I couldn’t fathom it. I couldn’t understand why someone would want to end their life. I had no idea what could drive someone to that place.
It wasn’t until I was able to get my roommate home from the hospital that I could get the full story. I couldn’t understand, but I wanted to. I waited while she found the words to describe what had happened to her the first week of the summer break, how she had gone to a party with her boyfriend, gotten drunk, and ended up being raped by an acquaintance of her boyfriend. She told me about how she had asked him for a ride home because her boyfriend had left earlier and she knew she was too drunk to drive. I listened to her while she described what happened in minute detail, down to the taste of the dirty sock he shoved in her mouth to stop her from screaming, how her seat belt was choking her while it happened. She told me about how he had sworn if she ever told anyone what happened, he would kill her. And how he dropped her off at home after the incident like nothing had just happened in the parking lot two blocks from her parent’s house. I held her as she fell apart and relived that night. We cried together and I kept saying “I’m sorry, I’m so sorry. You didn’t deserve this. It’s not your fault.”  Because I had no idea what else do say. She had never told anyone, not even the doctors or the police what had happened. She didn’t tell her parents, her boyfriend, or even her close friends from home.

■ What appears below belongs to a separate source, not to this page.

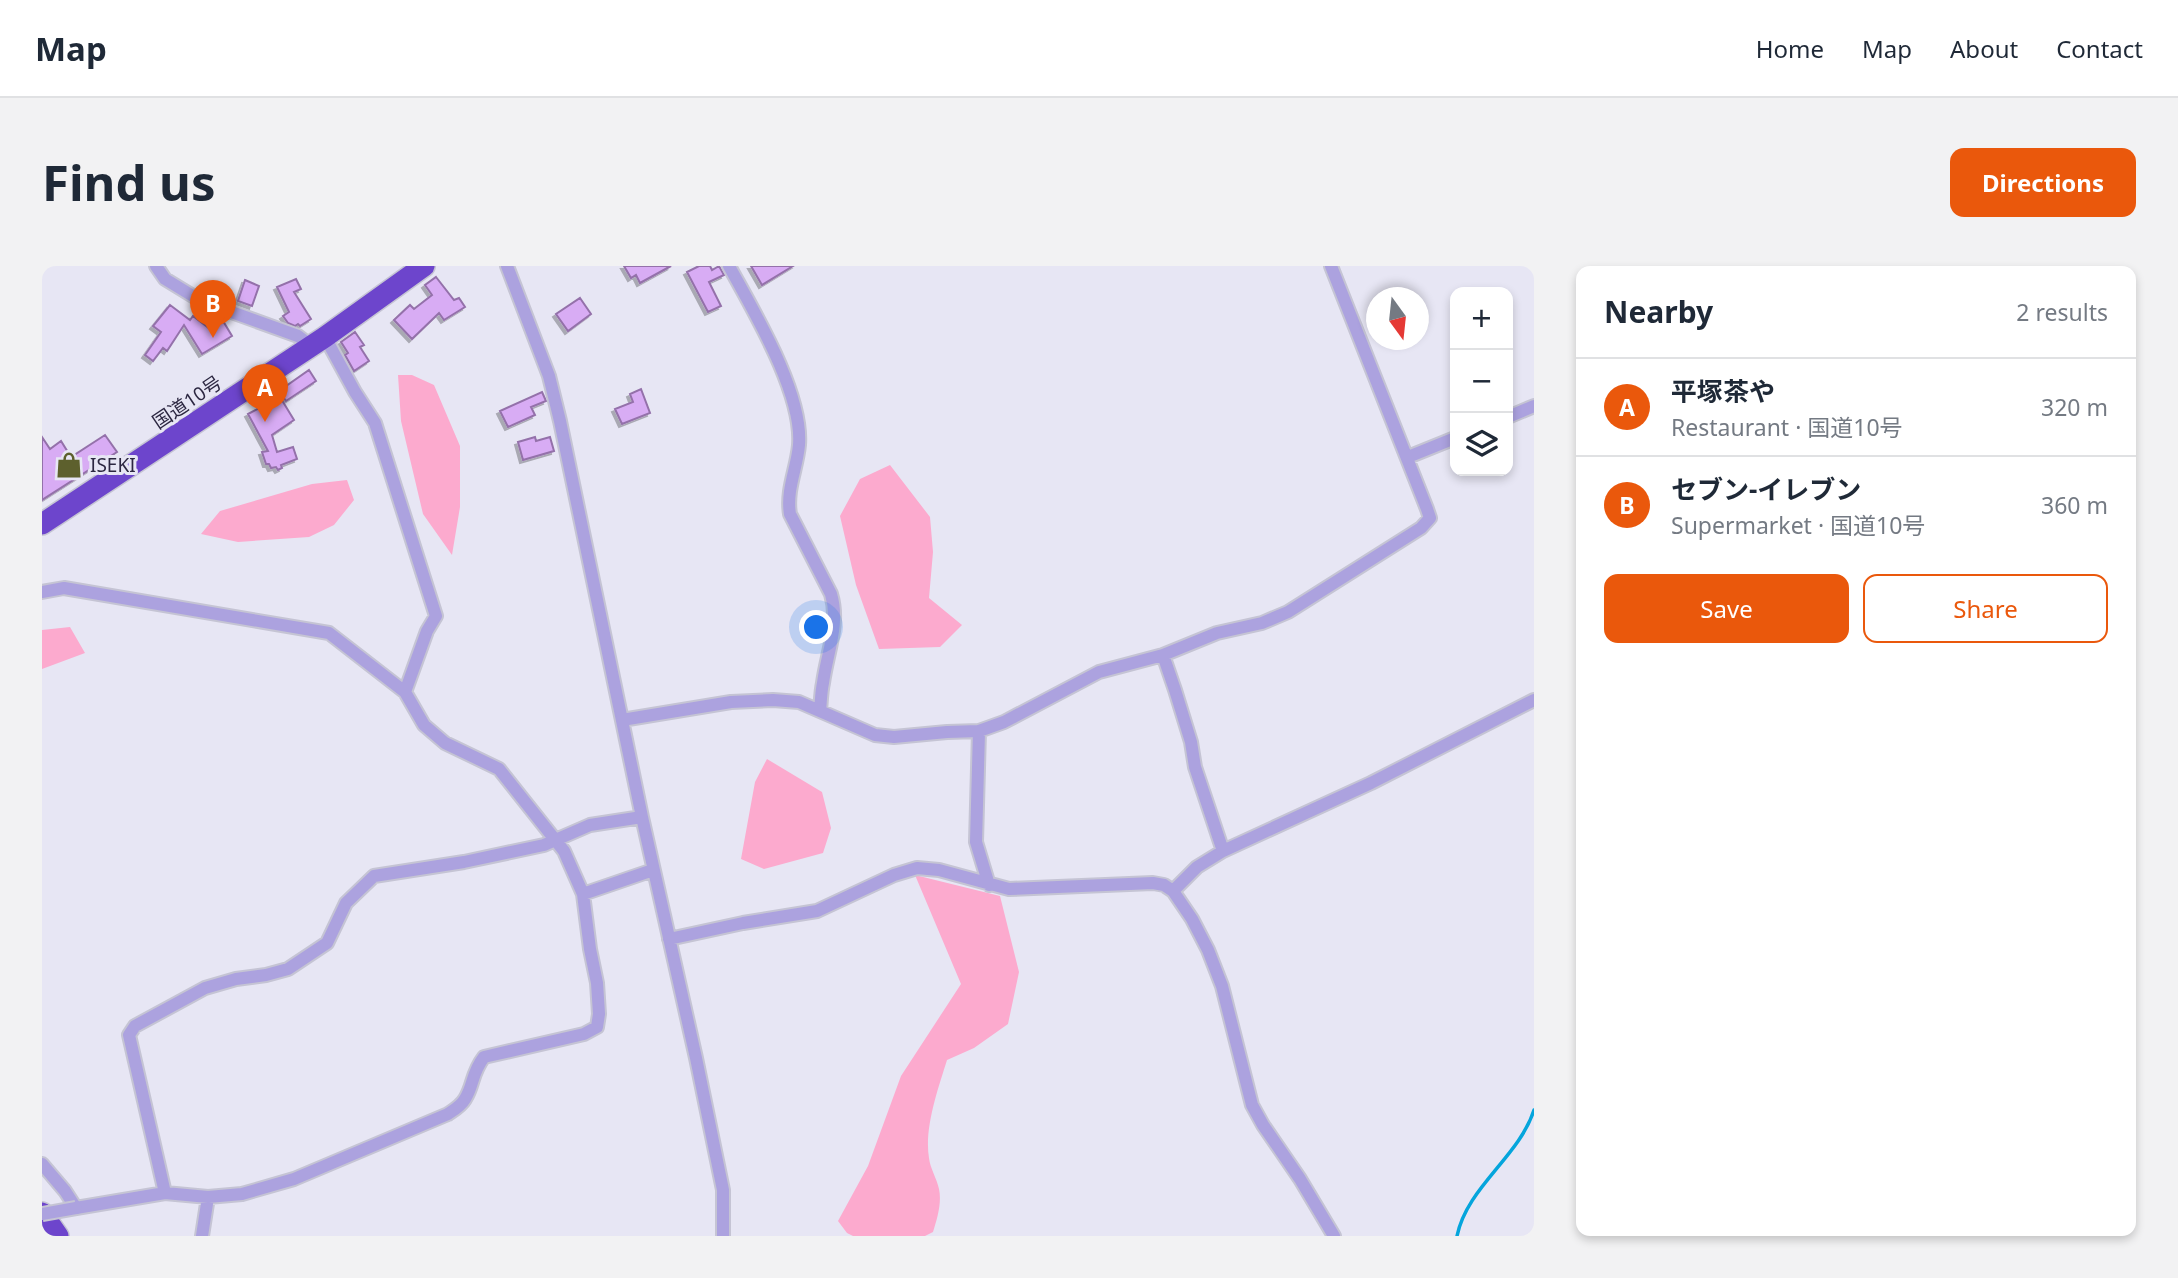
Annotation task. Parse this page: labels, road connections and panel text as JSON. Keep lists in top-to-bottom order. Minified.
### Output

She didn’t have any “proof.” Any bruises or marks physically left on her body had disappeared by that point. She didn’t get a rape kit done, so any DNA proof had long been washed off. But the mental scars? You better believe they were there.
We talked about what to do next. I encouraged her to go to the police. See a counselor, do something. Surely someone who had experiences with others dealing with this would know what to do. She decided a few days later she needed to be home that semester to get the help she needed. She moved out by the end of that week.
I listened to her. I believed her. Anyone who had listened to her tell her story should have believed her.
But not everyone did. 
Next time I saw her, she told me about what she had done at home. She told me her boyfriend had broken up with her because of it. He said his friend could never have done something like that and she shouldn’t be able to remember something in such detail if she were drunk. He insisted that she was lying.
She went to the police with her experience but because she didn’t get a rape kit done, there was no physical proof to link him to the crime. Even if they did believe her, there wasn’t enough to prosecute on.
I don’t know if her rapist was ever brought to justice. I don’t know if she gets a good nights sleep these days.
I got lucky. I don’t think she did. Neither of us got justice. I came to peace with that. I don’t know if she can, and I don’t blame her if she can’t.
Believe victims. Listen to victims. We have to be better than this.